With a coastal landscape of no more than 20 feet of elevation change and about a par-4 from the sea at its closet point, Carnoustie won’t win many beauty pageants held amongst the Open rota links – that award might be Turnberry’s to lose, or perhaps Royal Portrush when it makes its grand return in 2019. That isn’t to say there isn’t a lot to look at around Carnoustie. The links is magnificently and boldly bunkered – 112 of them in total. Many of which are huge and deep.
But it isn't just the bunkers. Its small, meandering burns play a giant affect on scores and strategy. Out of bounds abounds. Whereas many players employ the “left is right, right is wrong” strategy on the counter-clockwise, out-and-back routing of the Old Course in St. Andrews, golfers have nowhere to hide on many shots here.
"There’s no perfect strategy that eliminates risk," said Padraig Harrington. "You’re going to have to skirt some bunkers. It’s very difficult to stay short.
"Eventually you’re going to have to grow up and hit the shots."
The tee shot of lore is on the par-5 6th, "Hogan's Alley." Two bunkers bisect the middle of the fairway. Playing left of them flirts with O.B., while playing right makes the second shot exceedingly more difficult (if southwest winds hold as expected, it’s a tee shot that will be into a breeze).
“There’s no real bailout,” said Fleetwood of the 6th. “If you push it right, you could end up in the fairway bunkers or the rough. And left is left.”
Woods’ first taste of proper, competitive links golf came at Carnoustie in 1995 at the Scottish Open. That week and the following in his first Open a St. Andrews, he was smitten by the creativity and shot-making required that was such a stark contrast from the length and aerial requirements of back home in Southern California. Now a three-time Champion Golfer of the Year, Woods says that is what sets The Open apart from all other majors, and why players of all ages and styles stand a chance any given year.

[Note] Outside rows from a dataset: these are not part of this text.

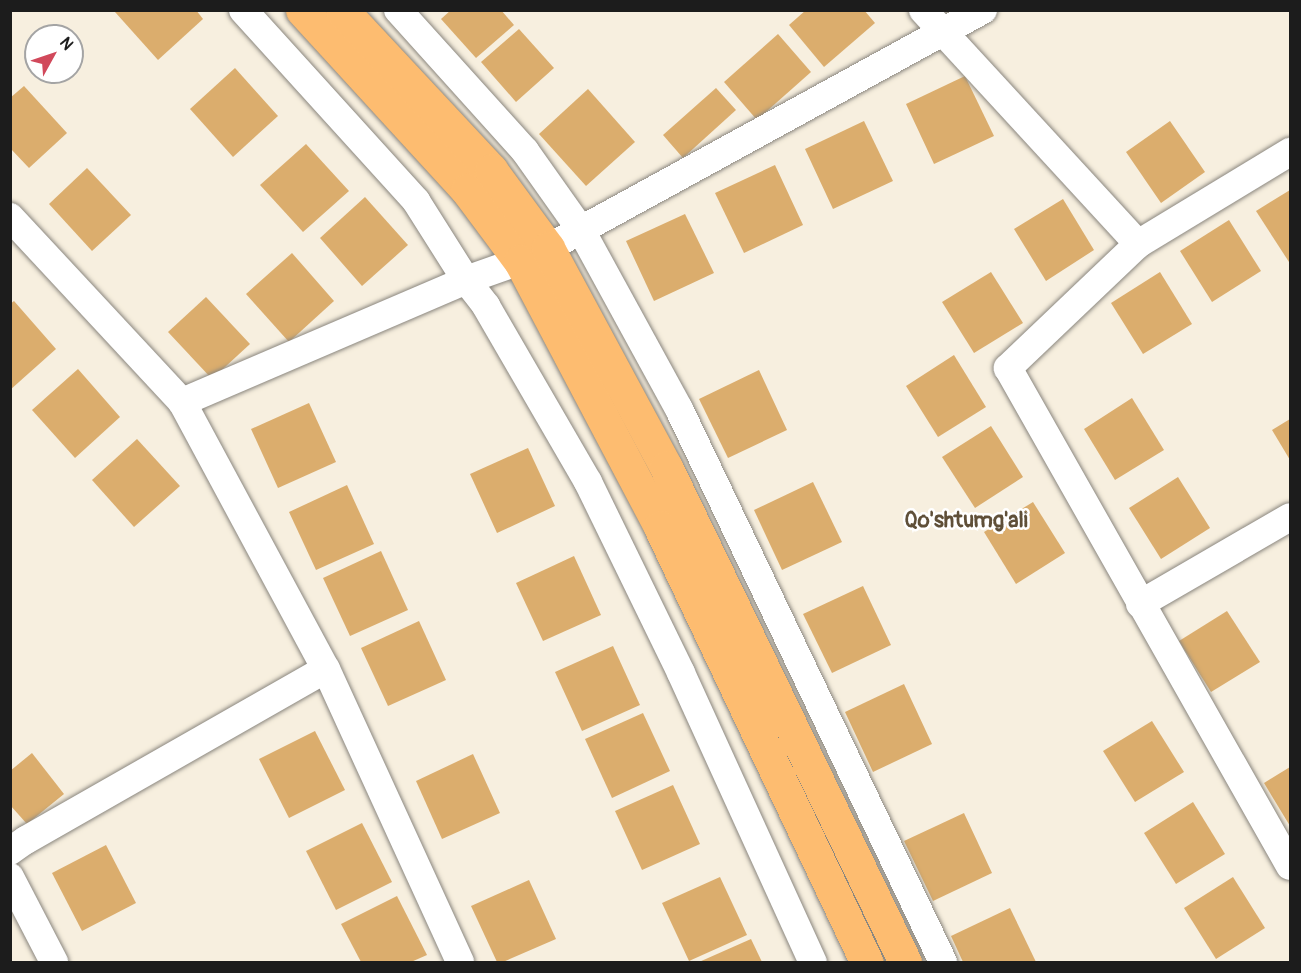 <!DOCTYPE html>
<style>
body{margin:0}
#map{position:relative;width:1301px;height:973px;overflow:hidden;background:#f7efdf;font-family:Pangolin,sans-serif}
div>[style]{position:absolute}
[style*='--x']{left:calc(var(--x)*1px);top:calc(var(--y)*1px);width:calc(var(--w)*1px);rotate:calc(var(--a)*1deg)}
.building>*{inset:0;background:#dbad6d}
.roads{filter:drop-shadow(0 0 2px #8a867e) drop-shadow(0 0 2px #8a867e)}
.minor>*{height:28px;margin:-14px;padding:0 14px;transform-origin:14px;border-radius:14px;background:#fff}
.major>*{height:33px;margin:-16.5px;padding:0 16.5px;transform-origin:16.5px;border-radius:16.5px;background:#fdbc70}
span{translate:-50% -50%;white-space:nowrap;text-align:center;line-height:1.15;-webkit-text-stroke:5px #fff;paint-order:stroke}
.quarter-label{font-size:22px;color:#5f4f38;font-weight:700}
.frame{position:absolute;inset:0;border:12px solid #1c1c1c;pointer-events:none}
.north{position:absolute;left:24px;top:24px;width:60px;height:60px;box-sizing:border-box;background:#fff;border:2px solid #a4a4a4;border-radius:50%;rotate:50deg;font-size:16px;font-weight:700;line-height:24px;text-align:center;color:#1c1c1c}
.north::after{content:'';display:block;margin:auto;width:21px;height:27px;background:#d1495b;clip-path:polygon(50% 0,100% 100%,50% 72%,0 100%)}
</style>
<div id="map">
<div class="building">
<i style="clip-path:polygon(117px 10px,196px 10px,203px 19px,158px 60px,115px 12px)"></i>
<i style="clip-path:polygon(451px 10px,501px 10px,514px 25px,476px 58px,441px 19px)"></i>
<i style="clip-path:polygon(806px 10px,864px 10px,875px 23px,824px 67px,789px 25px)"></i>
<i style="clip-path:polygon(519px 29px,554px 68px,516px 102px,481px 62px)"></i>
<i style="clip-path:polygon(778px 34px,811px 72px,757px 120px,724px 82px)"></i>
<i style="clip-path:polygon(235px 68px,278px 116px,233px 157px,190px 109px)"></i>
<i style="clip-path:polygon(965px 76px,994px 136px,934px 164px,906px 104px)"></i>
<i style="clip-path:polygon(24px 86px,67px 133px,29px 168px,10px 148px,10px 98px)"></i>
<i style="clip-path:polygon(716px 88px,736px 110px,683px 158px,663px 135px)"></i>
<i style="clip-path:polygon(588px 89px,635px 142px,586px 186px,539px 134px)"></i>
<i style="clip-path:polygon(864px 121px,893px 181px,833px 209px,805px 149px)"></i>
<i style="clip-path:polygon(1170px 121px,1205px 172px,1161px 203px,1126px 152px)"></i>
<i style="clip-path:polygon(306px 144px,349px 191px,303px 232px,260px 185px)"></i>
<i style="clip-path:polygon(775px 165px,803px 225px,744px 253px,715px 193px)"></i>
<i style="clip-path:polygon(87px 168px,131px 215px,92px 251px,49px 204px)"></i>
<i style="clip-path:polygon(1290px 190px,1290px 261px,1289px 262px,1256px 211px)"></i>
<i style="clip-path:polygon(365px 197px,408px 245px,362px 286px,320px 238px)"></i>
<i style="clip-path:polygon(1063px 199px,1094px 250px,1046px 281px,1014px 229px)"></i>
<i style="clip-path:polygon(685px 214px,714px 273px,654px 301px,626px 241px)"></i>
<i style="clip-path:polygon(1229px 220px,1261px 271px,1212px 302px,1180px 251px)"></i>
<i style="clip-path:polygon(292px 253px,334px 301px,289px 342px,246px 294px)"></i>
<i style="clip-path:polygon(991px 272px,1023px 323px,974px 353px,942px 302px)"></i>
<i style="clip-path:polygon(1160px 272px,1192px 324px,1143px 354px,1111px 303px)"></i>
<i style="clip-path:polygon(206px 297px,250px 344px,212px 379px,168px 332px)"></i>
<i style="clip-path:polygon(14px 301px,56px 349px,10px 390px,10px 304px)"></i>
<i style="clip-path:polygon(954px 355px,986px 407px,938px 437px,906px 386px)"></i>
<i style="clip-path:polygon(78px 369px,120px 417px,75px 458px,32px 410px)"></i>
<i style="clip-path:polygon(759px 370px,787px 430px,728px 458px,699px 399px)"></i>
<i style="clip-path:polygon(1132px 398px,1164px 450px,1115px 480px,1084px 429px)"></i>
<i style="clip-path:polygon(309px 403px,336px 462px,278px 488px,251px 429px)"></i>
<i style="clip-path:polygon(1290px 419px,1290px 460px,1272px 430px)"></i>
<i style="clip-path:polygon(991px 426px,1023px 477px,975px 508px,942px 457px)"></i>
<i style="clip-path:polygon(137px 439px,180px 486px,134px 527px,92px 480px)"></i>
<i style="clip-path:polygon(528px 448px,555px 506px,497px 533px,470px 474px)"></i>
<i style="clip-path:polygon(1178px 477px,1210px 528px,1161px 559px,1129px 508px)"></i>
<i style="clip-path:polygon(813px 482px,842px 542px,782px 570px,754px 510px)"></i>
<i style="clip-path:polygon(347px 485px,374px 544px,316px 570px,289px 512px)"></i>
<i style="clip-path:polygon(1033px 502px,1065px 553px,1016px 584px,984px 532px)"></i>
<i style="clip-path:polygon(381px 551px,408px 610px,350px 636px,323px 578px)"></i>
<i style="clip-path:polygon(574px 556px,601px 615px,543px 641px,516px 583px)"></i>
<i style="clip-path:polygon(863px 586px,891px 645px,832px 673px,803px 614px)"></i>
<i style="clip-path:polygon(1227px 611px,1260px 662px,1211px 692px,1179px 641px)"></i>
<i style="clip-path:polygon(419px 621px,446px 680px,388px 706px,361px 648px)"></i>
<i style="clip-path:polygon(613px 646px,640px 705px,582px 731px,555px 672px)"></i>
<i style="clip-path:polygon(904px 684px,932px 744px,873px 772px,845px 712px)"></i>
<i style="clip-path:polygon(643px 713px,670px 771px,612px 798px,585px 739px)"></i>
<i style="clip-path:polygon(1152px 721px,1184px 772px,1135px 802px,1103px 751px)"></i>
<i style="clip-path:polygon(315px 731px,345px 790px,289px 818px,259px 759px)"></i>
<i style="clip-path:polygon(32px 753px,64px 794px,27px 824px,10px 805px,10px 771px)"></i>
<i style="clip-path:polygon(473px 754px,500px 813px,442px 839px,416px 781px)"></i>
<i style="clip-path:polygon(1290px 767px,1290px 826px,1264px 783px)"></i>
<i style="clip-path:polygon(673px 785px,700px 844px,642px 870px,615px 811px)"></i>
<i style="clip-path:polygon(1193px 802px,1225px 854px,1176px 884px,1144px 833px)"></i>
<i style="clip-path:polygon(964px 813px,992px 873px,933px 901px,904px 841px)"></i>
<i style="clip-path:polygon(362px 823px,392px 882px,336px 910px,306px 851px)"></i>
<i style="clip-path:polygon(106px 845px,136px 903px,82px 931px,52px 873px)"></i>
<i style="clip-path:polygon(720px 877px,747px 935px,689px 961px,662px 903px)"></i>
<i style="clip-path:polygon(1233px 877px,1265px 928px,1216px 959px,1184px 908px)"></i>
<i style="clip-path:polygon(529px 880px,556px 939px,503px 962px,497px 962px,471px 906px)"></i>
<i style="clip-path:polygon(397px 896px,427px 955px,411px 962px,361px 962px,341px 924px)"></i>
<i style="clip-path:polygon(1010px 908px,1036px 962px,963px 962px,951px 936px)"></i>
<i style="clip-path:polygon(751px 939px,762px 962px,699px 962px)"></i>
</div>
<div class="roads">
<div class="minor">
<i style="--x:243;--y:10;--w:258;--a:47.8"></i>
<i style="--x:416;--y:201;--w:93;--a:57.7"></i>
<i style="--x:466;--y:280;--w:33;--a:52"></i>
<i style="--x:486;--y:306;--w:203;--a:59.9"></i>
<i style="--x:588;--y:482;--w:212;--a:64"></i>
<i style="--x:681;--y:673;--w:318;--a:65.5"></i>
<i style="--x:398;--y:10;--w:190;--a:48"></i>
<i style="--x:525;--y:151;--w:97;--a:54.7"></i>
<i style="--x:581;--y:230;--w:204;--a:61.3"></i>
<i style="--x:679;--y:409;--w:613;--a:64.48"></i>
<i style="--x:923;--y:10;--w:318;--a:47.4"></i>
<i style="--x:1138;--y:244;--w:178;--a:-31.2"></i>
<i style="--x:10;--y:217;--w:253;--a:47.1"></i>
<i style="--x:182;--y:402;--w:303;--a:61.7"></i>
<i style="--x:326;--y:669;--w:322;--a:65.4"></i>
<i style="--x:1138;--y:244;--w:180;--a:136.4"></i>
<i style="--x:1008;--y:368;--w:572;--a:60.48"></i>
<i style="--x:182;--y:402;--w:309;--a:-23.2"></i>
<i style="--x:466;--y:280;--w:57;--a:-19.4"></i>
<i style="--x:520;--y:261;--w:31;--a:-25"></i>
<i style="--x:548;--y:248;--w:496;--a:-28.7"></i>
<i style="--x:1140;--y:604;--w:173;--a:-30.1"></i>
<i style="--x:10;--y:851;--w:19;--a:-35"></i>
<i style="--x:26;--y:840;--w:345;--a:-29.7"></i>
<i style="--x:10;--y:877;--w:96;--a:62.6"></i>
</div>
<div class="major">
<i style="--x:302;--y:10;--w:244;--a:47.5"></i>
<i style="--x:467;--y:190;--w:89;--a:53.3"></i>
<i style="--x:520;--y:261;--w:301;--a:62.2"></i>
<i style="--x:660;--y:527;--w:482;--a:64.6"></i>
<i style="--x:342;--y:10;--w:219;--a:47"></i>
<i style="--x:491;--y:170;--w:97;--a:53.8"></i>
<i style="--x:548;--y:248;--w:249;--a:61.7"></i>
<i style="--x:666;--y:467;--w:550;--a:64.23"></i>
</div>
</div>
<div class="quarter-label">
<span style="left:966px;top:521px">Qo'shtumg'ali</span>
</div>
<div class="frame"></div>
<div class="north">N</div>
</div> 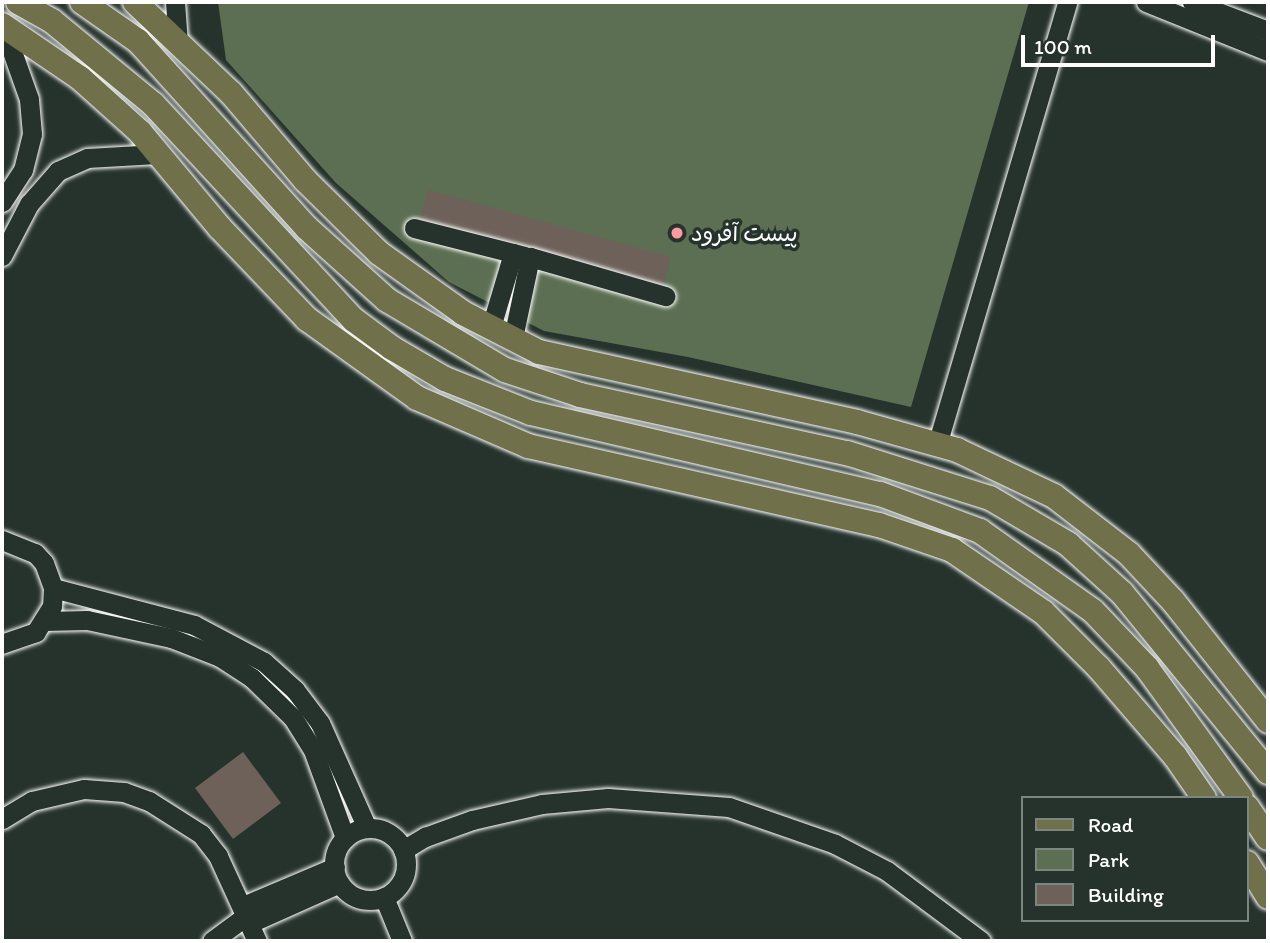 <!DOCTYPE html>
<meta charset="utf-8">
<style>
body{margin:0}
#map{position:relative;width:1270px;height:943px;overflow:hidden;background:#26332d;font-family:Itim,"Playpen Sans Arabic",sans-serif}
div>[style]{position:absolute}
.green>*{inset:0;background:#5c6f52}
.building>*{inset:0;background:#6d6159}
.roads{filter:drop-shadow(0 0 2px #fff) drop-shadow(0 0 2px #fff)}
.minor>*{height:19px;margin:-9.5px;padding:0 9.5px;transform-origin:9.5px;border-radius:9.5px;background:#26332d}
.minor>.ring{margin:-9.5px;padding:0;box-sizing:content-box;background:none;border:19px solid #26332d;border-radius:50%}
.major>*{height:24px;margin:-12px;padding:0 12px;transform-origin:12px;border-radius:12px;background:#70704a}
.dots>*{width:19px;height:19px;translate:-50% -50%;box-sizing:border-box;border:4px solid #26332d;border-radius:50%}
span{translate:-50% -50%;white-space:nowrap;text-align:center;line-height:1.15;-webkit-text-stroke:7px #26332d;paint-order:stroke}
.poi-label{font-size:23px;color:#fff}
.left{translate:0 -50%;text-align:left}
.frame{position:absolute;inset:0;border:4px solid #fff;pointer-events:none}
.legend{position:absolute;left:1021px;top:796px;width:228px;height:126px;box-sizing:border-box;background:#26332d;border:2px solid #7d8581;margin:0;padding:9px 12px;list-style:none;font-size:21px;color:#fff}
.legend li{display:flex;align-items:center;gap:14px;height:35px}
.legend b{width:35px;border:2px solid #7d8581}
.scale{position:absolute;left:1021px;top:35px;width:194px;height:32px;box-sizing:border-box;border:4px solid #fff;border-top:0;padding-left:9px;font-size:21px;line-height:24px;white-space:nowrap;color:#fff;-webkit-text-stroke:5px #26332d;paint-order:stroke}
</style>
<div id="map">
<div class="green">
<div style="clip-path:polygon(218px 2px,1029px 2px,911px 407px,688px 357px,544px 331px,449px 282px,336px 183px,226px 60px)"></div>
</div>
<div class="building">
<div style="clip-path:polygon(428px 190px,671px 257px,663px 287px,420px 219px)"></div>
<div style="clip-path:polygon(243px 752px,281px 803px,233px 839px,195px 788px)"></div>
</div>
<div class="roads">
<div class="minor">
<div style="left:175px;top:2px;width:41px;rotate:85.8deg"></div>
<div style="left:1146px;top:2px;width:131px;rotate:21.9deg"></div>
<div style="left:1192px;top:2px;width:81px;rotate:20.9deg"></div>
<div style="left:2px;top:202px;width:38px;rotate:-57deg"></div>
<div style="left:23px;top:170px;width:37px;rotate:-76deg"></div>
<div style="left:32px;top:134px;width:35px;rotate:-95deg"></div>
<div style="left:29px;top:99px;width:77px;rotate:-109.6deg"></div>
<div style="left:414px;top:228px;width:102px;rotate:14.2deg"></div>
<div style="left:2px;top:256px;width:59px;rotate:-62.6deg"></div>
<div style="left:29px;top:204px;width:44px;rotate:-48.7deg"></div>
<div style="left:58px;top:171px;width:32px;rotate:-24deg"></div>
<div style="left:87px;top:158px;width:70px;rotate:-3.3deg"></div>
<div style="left:491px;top:327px;width:77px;rotate:-73.4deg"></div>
<div style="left:513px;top:253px;width:12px;rotate:14deg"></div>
<div style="left:513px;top:338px;width:83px;rotate:-78.1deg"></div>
<div style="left:530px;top:257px;width:141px;rotate:16.1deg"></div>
<div style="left:937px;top:445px;width:462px;rotate:-73.6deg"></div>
<div style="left:2px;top:540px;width:35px;rotate:22deg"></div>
<div style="left:35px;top:553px;width:13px;rotate:48deg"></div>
<div style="left:44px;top:563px;width:27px;rotate:70deg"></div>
<div style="left:53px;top:588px;width:18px;rotate:93deg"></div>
<div style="left:52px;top:606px;width:31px;rotate:122deg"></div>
<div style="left:36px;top:632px;width:36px;rotate:161deg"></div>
<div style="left:53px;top:588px;width:146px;rotate:14.7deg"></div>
<div style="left:194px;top:625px;width:79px;rotate:27.9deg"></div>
<div style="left:264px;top:662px;width:42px;rotate:42.1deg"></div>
<div style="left:295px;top:690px;width:41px;rotate:52.9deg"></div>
<div style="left:320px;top:723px;width:115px;rotate:65.9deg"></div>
<div style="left:45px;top:621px;width:42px;rotate:-1.4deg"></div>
<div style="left:87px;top:620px;width:86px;rotate:12.1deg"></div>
<div style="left:171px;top:638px;width:53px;rotate:21.2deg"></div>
<div style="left:220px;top:657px;width:38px;rotate:33deg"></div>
<div style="left:252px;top:678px;width:57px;rotate:44.3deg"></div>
<div style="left:293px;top:718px;width:38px;rotate:58deg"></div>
<div style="left:313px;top:750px;width:94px;rotate:70deg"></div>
<div style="left:2px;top:819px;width:35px;rotate:-31deg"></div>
<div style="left:32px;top:801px;width:53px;rotate:-13deg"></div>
<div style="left:84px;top:789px;width:40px;rotate:4.3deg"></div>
<div style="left:124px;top:792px;width:27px;rotate:20deg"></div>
<div style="left:149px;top:801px;width:62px;rotate:32.4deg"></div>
<div style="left:201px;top:834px;width:28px;rotate:52deg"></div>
<div style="left:218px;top:856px;width:94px;rotate:65.4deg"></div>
<div class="ring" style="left:334px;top:828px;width:53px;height:53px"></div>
<div style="left:403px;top:850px;width:26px;rotate:-31deg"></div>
<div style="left:425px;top:837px;width:50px;rotate:-19.9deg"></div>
<div style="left:472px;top:820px;width:72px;rotate:-12.9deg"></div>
<div style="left:542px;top:804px;width:66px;rotate:-5.2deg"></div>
<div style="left:608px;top:798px;width:121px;rotate:4.3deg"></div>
<div style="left:729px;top:807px;width:112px;rotate:19.2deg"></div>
<div style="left:835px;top:844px;width:59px;rotate:27.4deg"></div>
<div style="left:887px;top:871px;width:117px;rotate:36.7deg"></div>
<div style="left:384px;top:897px;width:48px;rotate:67.8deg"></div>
<div style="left:243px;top:906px;width:100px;rotate:-23deg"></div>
<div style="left:250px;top:923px;width:98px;rotate:-24deg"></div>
<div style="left:212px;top:941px;width:44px;rotate:-36.6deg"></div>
</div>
<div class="major">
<div style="left:18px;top:2px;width:39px;rotate:29deg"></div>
<div style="left:52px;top:21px;width:131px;rotate:39.4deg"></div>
<div style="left:153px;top:104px;width:295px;rotate:47.1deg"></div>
<div style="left:354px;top:320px;width:47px;rotate:36.4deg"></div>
<div style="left:392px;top:348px;width:61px;rotate:30.3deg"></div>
<div style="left:445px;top:379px;width:92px;rotate:21.6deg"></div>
<div style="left:531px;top:413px;width:358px;rotate:13.1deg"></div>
<div style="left:880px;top:494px;width:107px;rotate:20.3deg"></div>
<div style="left:980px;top:531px;width:138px;rotate:35.3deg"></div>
<div style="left:1093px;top:611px;width:79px;rotate:46.5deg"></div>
<div style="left:1147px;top:668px;width:160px;rotate:54.1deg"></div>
<div style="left:82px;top:2px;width:68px;rotate:34.9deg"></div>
<div style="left:138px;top:41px;width:252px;rotate:47.9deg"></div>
<div style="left:307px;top:228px;width:108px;rotate:42deg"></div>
<div style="left:387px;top:300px;width:137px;rotate:30.7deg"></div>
<div style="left:505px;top:370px;width:79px;rotate:18.4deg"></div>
<div style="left:580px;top:395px;width:273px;rotate:12.3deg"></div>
<div style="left:847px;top:453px;width:150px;rotate:17.5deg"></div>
<div style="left:990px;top:498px;width:91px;rotate:30.5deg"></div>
<div style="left:1068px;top:544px;width:73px;rotate:42.2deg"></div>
<div style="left:1122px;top:593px;width:231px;rotate:50.8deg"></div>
<div style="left:135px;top:2px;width:132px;rotate:43.5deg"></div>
<div style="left:231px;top:93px;width:114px;rotate:49.6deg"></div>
<div style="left:305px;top:180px;width:104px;rotate:44.6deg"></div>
<div style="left:379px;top:253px;width:103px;rotate:35.5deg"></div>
<div style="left:463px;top:313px;width:85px;rotate:27.2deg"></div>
<div style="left:539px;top:352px;width:326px;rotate:12.4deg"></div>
<div style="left:857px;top:422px;width:104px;rotate:15.6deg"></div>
<div style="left:957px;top:450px;width:107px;rotate:25.4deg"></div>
<div style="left:1054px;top:496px;width:95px;rotate:37.7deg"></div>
<div style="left:1129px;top:554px;width:64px;rotate:46.9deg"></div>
<div style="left:1173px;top:601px;width:153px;rotate:51.6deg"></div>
<div style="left:2px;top:25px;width:94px;rotate:34.2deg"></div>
<div style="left:80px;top:78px;width:81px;rotate:42deg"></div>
<div style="left:140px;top:132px;width:125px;rotate:50.2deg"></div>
<div style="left:220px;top:228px;width:126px;rotate:46.3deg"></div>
<div style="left:307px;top:319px;width:135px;rotate:35.7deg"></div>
<div style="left:417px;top:398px;width:121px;rotate:23.4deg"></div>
<div style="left:528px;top:446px;width:360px;rotate:12.7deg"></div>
<div style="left:879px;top:525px;width:77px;rotate:18.9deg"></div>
<div style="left:952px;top:550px;width:110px;rotate:34.3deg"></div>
<div style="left:1043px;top:612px;width:79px;rotate:45deg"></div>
<div style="left:1099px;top:668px;width:116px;rotate:49.2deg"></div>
<div style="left:1175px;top:756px;width:51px;rotate:55.4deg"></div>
<div style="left:1247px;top:807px;width:37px;rotate:56deg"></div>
<div style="left:1247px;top:863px;width:40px;rotate:58deg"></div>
</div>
</div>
<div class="dots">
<div style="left:677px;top:233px;background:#ff9aa2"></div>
</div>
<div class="poi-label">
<span class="left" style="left:691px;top:233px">پیست آفرود</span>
</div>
<div class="frame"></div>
<ul class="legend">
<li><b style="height:9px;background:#70704a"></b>Road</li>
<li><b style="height:19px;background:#5c6f52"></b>Park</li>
<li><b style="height:19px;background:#6d6159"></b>Building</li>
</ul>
<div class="scale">100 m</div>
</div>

"Distance becomes a moot point on a links-style course," said Woods. "But creativity plays such an important role. You've got guys like Tom [Watson] playing late in his career, doing very well.
"There's a reason he's won five of these. He's very creative and hit all the shots."
More course notes:
Carnoustie is accessible to the public and especially so following the 1999 Open when a new, 93-room hotel was added behind the 18th green.
Recent upgrades to the facility include a new, £5 million clubhouse opened earlier this year home to a new restaurant, The Rookery.
Six private clubs that play at Carnoustie help manage the club, which has been publicly owned since 1892.
Carnoustie Ladies Club is the oldest in the world, established in 1873.
The total greenstaff for The Open is 34, which includes a greenskeeper from each of the other nine Open Championship venues.
Carnoustie is home to two other 18-hole courses, the Burnside and Buddon, as well as a six-hole junior course.